--- EXERCISE DIRECTIONS ---
Some lines below may hold the string "Bryson". Count them and give only the total.

Start of RECORDS SUPPLIED

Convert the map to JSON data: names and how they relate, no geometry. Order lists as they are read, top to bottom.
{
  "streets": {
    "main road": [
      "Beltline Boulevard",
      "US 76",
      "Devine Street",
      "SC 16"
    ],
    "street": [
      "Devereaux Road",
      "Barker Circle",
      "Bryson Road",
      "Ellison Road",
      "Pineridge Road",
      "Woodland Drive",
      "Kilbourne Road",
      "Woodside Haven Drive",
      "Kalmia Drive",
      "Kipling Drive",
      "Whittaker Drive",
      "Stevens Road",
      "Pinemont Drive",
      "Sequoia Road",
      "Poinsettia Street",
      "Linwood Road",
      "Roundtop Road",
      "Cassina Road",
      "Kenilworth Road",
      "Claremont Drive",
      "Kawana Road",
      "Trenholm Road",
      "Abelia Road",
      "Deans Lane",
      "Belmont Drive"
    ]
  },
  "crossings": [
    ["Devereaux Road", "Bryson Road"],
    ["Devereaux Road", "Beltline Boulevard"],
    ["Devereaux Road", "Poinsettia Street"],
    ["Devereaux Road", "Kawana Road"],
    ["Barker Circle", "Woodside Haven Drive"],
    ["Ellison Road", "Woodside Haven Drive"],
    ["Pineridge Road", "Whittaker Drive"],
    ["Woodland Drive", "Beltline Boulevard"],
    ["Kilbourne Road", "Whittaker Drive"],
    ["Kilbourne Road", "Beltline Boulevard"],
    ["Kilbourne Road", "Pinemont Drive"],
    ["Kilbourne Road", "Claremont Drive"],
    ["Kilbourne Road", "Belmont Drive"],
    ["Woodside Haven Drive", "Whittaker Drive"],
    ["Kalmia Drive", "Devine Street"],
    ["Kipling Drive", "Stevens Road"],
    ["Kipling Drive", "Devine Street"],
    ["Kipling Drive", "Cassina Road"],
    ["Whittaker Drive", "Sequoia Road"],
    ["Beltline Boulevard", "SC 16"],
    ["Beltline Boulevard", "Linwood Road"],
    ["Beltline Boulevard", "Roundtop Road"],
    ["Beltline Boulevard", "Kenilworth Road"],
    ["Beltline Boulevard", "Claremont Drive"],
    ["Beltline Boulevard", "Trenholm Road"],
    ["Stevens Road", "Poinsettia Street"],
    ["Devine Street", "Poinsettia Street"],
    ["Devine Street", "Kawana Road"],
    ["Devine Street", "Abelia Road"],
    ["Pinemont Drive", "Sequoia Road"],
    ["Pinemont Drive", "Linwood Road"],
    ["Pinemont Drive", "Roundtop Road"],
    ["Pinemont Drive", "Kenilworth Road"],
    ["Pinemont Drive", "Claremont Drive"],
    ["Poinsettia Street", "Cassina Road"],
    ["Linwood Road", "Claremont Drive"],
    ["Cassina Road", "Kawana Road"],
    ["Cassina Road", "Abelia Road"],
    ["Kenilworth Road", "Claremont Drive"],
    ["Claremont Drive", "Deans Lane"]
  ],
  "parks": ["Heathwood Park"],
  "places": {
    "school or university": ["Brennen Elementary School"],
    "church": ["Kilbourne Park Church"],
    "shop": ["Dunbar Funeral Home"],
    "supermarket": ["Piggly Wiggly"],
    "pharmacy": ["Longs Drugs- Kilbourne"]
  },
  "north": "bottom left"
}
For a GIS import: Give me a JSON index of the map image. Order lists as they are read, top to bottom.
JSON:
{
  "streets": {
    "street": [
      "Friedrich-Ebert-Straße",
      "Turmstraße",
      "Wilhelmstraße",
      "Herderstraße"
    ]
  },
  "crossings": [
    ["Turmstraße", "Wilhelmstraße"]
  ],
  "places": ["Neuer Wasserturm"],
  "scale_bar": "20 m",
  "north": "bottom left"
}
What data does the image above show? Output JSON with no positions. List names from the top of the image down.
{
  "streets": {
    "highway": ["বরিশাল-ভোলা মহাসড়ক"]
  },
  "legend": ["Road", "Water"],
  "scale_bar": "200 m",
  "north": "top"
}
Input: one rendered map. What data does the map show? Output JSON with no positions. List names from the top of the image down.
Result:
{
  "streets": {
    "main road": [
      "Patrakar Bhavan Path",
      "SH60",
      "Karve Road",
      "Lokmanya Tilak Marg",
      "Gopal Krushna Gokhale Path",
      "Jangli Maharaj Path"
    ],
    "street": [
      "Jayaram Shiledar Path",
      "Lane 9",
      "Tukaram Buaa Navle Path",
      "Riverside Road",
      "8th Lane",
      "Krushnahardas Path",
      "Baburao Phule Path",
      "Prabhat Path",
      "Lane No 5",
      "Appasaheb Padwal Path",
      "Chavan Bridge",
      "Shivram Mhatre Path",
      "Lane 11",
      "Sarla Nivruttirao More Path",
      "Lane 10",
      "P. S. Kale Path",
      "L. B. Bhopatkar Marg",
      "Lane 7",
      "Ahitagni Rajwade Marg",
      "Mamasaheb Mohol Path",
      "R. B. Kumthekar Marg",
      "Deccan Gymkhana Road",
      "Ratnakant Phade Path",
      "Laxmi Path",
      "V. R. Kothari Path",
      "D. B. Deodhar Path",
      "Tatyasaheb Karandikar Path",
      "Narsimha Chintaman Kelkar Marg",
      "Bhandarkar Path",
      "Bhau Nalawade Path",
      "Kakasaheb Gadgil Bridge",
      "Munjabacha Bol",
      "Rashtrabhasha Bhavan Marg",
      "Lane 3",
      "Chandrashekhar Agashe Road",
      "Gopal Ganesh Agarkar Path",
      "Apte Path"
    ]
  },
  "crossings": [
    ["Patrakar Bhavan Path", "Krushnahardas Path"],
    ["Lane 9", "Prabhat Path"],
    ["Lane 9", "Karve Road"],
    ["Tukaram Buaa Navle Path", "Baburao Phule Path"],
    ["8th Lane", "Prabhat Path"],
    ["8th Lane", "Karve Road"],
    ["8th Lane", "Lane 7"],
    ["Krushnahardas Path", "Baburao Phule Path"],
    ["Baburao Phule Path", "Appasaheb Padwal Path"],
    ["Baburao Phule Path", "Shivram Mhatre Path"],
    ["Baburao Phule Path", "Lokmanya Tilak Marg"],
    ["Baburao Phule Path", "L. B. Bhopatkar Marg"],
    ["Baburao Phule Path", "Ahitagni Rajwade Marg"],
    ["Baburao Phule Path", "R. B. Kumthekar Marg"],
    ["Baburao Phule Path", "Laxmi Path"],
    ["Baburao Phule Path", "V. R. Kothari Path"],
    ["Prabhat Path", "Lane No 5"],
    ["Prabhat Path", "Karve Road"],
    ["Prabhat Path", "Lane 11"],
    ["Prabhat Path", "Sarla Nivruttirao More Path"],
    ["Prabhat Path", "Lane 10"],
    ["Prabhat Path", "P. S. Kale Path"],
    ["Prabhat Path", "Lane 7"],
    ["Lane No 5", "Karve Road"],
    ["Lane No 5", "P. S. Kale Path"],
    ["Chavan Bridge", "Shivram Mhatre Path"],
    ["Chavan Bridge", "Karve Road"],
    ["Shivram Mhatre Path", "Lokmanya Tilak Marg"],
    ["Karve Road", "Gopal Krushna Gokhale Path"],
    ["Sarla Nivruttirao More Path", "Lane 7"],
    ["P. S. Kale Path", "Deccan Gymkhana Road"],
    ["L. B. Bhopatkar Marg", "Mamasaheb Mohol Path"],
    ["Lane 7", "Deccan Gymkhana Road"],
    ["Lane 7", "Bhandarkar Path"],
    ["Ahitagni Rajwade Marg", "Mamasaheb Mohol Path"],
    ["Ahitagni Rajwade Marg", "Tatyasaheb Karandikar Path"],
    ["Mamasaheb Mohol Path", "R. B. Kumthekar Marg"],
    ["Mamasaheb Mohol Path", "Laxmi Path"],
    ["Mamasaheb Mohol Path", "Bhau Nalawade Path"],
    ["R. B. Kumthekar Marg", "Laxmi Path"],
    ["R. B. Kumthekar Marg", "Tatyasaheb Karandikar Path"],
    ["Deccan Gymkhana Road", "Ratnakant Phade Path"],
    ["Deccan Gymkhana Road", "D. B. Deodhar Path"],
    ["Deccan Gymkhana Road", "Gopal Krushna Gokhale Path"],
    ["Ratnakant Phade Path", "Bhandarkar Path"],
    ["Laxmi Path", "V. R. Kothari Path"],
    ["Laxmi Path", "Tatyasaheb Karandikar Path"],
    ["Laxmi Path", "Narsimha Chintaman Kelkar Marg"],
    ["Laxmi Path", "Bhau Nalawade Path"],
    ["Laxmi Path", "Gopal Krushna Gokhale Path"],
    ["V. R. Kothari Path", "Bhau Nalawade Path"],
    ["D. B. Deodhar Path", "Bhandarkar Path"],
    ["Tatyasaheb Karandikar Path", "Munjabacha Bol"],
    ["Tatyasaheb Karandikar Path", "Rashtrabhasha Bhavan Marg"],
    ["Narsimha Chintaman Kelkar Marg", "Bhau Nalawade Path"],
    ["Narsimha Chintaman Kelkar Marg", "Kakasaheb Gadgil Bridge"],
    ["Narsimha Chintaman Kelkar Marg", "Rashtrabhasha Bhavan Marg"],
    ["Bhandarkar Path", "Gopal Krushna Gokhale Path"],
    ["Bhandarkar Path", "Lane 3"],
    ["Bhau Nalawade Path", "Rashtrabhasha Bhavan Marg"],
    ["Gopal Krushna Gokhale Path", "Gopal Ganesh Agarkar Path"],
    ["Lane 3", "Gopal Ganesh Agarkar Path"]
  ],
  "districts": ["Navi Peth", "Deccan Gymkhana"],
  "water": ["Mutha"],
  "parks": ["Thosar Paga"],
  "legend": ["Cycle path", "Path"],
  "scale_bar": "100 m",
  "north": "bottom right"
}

End of RECORDS SUPPLIED

--- RESPONSE FOR THIS EXERCISE ---
2